**What needs to be done**. Every line below that mentions the word "serif" should be copied out.

╭──

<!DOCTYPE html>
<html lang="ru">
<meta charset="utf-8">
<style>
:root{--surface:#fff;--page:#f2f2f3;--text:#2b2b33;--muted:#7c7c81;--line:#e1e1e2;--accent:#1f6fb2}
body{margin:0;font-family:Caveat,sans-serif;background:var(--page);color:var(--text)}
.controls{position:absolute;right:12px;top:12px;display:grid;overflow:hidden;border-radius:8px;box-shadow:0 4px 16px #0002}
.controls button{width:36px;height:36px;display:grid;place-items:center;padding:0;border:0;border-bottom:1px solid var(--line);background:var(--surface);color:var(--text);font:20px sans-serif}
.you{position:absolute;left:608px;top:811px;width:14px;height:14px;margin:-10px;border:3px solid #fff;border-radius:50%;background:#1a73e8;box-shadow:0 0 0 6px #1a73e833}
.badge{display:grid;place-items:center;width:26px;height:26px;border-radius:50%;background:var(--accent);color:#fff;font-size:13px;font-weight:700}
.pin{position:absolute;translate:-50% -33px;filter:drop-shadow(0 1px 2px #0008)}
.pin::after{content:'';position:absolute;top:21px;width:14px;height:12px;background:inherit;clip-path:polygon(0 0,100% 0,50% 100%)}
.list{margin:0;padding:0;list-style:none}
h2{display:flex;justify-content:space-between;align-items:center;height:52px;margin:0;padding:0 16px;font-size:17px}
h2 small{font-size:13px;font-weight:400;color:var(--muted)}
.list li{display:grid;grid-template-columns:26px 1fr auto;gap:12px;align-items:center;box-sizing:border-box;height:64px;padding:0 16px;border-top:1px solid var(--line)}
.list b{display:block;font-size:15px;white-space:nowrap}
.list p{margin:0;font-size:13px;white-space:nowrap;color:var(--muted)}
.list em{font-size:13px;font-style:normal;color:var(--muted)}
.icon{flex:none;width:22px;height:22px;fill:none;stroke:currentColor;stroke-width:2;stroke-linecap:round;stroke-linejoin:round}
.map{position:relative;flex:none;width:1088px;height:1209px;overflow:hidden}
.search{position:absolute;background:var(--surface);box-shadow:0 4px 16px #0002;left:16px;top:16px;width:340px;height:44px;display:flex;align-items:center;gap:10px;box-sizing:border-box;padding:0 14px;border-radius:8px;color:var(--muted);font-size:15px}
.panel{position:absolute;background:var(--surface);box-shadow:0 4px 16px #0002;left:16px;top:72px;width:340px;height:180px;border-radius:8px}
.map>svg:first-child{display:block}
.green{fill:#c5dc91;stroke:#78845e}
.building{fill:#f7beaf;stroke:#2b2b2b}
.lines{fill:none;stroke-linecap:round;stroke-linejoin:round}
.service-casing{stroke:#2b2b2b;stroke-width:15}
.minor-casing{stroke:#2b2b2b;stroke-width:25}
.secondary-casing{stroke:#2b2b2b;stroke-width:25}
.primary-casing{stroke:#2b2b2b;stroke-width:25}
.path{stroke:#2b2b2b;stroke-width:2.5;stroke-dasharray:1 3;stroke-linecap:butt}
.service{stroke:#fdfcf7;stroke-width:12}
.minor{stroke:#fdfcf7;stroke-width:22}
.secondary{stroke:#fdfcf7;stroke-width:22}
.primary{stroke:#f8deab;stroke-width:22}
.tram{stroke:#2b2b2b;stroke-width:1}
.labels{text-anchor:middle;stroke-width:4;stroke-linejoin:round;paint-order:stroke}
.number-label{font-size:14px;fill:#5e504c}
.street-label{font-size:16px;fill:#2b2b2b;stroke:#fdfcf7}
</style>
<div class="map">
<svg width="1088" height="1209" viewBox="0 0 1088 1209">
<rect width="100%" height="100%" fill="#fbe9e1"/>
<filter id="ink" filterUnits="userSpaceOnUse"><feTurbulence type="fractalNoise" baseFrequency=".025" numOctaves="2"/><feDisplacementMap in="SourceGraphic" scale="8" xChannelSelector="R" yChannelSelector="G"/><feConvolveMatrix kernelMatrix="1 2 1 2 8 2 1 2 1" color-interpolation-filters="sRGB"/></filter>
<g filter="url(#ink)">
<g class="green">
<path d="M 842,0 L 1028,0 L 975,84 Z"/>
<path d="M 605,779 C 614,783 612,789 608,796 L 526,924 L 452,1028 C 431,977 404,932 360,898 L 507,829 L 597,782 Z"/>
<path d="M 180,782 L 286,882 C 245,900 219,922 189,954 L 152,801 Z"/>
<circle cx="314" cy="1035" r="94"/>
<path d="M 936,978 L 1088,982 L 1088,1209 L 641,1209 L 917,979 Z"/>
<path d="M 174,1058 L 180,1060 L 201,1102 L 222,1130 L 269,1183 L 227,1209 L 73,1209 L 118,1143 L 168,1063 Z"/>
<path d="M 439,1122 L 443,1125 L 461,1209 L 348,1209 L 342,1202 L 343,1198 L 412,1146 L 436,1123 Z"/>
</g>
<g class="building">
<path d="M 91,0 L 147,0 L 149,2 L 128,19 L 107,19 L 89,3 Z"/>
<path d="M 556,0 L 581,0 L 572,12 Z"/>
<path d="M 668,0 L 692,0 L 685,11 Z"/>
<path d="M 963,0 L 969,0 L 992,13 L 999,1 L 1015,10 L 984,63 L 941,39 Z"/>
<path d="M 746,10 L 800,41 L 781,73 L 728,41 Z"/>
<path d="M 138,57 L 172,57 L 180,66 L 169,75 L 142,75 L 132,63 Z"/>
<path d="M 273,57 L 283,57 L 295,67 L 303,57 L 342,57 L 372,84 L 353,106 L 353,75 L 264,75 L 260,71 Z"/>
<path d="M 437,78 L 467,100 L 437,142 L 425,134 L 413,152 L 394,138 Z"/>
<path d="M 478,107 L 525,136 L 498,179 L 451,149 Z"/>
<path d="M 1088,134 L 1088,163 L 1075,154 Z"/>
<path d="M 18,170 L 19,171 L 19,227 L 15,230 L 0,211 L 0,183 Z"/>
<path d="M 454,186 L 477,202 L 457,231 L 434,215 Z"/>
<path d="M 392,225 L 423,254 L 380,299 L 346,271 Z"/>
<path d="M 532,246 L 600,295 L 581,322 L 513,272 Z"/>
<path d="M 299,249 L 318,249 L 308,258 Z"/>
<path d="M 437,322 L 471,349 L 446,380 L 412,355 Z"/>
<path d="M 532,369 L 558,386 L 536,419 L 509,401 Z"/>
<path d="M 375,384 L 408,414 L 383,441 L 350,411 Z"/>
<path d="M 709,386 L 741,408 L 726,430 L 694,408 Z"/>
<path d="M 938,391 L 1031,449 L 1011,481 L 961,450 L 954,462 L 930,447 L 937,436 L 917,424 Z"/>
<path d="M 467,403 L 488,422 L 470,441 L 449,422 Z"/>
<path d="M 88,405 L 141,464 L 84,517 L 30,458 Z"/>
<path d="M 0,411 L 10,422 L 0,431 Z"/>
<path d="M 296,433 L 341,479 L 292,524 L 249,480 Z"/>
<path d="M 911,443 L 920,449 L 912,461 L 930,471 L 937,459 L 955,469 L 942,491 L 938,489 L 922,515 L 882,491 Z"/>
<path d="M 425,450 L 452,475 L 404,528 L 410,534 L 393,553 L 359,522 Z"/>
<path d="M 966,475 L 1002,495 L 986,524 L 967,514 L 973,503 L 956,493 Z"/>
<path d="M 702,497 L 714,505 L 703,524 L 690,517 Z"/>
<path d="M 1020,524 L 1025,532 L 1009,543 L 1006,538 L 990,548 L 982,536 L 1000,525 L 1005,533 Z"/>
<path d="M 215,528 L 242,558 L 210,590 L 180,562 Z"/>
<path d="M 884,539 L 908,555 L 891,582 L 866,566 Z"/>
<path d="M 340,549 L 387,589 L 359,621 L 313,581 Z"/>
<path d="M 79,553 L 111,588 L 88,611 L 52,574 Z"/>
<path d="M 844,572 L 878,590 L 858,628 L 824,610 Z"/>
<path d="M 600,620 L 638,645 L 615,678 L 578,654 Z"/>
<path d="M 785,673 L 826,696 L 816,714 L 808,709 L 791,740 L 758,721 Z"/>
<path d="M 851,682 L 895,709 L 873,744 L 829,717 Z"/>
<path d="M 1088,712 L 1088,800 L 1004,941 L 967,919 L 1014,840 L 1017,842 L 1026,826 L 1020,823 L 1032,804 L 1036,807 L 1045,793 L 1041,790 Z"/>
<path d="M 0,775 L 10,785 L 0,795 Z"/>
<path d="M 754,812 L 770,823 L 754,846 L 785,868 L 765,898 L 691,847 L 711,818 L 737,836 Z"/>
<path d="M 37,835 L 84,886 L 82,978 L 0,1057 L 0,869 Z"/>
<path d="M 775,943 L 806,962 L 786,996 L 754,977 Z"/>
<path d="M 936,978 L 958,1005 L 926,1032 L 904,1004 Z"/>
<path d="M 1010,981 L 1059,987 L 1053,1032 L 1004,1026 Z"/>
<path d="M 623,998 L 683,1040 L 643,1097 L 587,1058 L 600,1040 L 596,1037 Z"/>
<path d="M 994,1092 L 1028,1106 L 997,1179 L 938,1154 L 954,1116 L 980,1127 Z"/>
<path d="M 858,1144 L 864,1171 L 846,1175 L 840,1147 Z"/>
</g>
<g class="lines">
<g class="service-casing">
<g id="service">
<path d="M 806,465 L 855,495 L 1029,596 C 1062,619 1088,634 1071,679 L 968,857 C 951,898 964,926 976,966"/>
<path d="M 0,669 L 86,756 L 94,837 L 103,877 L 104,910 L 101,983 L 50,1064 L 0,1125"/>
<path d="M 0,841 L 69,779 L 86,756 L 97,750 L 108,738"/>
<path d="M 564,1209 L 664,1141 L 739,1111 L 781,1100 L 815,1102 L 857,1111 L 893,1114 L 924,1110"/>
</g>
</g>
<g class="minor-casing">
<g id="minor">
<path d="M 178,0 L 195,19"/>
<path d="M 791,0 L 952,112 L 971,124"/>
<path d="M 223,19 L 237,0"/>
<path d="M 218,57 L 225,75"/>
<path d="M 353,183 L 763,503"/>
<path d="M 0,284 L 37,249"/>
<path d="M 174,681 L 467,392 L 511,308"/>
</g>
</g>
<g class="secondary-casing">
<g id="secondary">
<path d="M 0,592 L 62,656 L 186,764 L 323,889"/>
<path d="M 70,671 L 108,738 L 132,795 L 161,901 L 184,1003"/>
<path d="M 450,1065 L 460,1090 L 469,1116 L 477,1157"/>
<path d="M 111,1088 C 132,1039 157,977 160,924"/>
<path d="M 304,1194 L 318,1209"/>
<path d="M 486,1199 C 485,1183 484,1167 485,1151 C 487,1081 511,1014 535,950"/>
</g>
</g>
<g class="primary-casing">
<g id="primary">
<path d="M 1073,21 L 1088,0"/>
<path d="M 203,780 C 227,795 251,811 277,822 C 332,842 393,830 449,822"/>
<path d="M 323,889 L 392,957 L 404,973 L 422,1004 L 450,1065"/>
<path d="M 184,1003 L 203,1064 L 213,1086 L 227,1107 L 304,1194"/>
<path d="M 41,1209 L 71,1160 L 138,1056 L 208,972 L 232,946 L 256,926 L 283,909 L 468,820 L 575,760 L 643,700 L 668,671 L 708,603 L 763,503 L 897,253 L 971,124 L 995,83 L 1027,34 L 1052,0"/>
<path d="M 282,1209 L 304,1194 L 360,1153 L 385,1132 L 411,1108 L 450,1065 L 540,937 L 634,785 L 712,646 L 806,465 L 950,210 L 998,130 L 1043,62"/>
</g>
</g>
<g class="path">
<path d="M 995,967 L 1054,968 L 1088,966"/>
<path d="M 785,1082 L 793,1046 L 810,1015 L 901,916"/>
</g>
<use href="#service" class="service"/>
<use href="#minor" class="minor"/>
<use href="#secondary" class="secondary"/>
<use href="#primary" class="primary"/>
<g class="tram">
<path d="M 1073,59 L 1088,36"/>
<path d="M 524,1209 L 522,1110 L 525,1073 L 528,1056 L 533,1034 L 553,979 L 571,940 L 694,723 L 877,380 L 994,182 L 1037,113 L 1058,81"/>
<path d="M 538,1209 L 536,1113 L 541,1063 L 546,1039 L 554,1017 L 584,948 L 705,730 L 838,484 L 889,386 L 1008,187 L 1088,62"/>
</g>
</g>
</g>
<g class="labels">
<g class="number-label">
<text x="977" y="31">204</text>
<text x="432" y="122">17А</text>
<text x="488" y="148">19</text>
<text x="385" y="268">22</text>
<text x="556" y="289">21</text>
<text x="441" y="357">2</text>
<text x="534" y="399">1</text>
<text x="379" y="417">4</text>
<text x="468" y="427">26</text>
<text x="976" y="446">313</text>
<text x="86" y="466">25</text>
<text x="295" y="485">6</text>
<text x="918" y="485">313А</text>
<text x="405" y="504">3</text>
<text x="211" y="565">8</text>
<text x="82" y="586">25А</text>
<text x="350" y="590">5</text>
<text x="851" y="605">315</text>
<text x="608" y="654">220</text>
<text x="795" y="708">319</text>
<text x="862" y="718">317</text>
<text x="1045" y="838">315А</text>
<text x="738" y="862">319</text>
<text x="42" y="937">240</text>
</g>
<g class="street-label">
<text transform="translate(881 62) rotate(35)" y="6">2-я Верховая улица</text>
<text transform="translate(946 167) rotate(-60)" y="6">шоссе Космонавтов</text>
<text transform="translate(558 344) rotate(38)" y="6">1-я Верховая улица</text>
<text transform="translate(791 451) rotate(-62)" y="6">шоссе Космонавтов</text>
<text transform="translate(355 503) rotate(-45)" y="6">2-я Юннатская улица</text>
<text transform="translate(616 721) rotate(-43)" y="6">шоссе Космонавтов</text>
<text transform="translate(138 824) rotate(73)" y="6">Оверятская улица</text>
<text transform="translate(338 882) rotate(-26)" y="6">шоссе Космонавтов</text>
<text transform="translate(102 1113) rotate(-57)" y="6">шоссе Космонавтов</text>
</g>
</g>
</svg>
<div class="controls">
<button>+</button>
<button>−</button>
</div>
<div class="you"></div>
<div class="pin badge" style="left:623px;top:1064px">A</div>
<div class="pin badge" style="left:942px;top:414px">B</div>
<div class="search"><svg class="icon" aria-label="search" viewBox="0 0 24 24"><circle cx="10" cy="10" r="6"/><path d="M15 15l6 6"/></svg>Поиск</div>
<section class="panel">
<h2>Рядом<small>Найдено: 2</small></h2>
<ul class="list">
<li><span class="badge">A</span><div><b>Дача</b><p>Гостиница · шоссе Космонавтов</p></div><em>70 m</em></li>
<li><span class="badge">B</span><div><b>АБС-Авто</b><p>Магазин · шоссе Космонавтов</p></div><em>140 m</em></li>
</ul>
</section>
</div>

╰──

**Solution**.
body{margin:0;font-family:Caveat,sans-serif;background:var(--page);color:var(--text)}
.controls button{width:36px;height:36px;display:grid;place-items:center;padding:0;border:0;border-bottom:1px solid var(--line);background:var(--surface);color:var(--text);font:20px sans-serif}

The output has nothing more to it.